(Collected data)
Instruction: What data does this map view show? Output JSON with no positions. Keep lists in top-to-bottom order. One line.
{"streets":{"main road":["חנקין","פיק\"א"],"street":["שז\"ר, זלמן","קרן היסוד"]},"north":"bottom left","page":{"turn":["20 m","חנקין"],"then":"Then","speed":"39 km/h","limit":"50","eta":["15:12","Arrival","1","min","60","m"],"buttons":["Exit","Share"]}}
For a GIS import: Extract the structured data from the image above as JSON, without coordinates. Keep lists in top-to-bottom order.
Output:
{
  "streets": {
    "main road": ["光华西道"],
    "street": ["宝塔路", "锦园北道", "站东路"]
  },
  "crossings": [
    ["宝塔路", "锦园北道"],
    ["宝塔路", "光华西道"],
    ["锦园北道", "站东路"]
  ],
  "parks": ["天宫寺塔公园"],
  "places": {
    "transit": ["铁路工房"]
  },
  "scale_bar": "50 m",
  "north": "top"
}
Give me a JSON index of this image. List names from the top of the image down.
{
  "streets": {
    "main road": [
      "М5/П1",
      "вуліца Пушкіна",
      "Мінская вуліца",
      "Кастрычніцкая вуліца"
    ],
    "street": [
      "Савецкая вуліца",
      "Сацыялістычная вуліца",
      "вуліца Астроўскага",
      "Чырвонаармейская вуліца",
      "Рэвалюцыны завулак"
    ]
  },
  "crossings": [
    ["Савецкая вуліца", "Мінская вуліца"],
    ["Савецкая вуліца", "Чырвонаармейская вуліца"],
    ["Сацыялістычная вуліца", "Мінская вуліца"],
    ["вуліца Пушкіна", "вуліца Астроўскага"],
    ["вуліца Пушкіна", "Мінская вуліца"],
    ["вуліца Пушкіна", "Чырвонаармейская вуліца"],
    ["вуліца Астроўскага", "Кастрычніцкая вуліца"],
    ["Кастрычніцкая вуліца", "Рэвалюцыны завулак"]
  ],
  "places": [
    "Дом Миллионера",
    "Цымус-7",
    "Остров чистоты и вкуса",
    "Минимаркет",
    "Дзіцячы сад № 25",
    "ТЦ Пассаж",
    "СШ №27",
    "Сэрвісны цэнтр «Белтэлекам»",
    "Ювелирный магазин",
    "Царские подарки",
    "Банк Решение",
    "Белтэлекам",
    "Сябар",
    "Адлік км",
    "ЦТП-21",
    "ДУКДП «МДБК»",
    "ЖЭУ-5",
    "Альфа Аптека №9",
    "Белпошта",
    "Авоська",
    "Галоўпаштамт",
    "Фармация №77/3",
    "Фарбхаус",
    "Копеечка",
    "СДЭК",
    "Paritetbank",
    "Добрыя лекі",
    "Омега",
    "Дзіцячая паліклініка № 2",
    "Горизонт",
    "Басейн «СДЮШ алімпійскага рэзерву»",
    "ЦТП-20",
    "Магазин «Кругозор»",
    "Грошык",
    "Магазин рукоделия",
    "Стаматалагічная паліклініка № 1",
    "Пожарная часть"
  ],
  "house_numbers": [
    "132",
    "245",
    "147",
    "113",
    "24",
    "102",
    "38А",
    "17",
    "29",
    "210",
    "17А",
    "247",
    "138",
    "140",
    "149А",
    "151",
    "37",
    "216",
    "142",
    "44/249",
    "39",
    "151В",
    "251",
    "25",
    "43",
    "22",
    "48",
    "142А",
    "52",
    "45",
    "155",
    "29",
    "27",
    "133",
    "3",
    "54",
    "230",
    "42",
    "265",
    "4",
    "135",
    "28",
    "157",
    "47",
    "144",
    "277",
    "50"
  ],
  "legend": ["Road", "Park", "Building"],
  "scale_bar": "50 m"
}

◆ Activity ◆
Determine how many lines in the entries hold the string "order". Write only the number.

◆ Task output ◆
2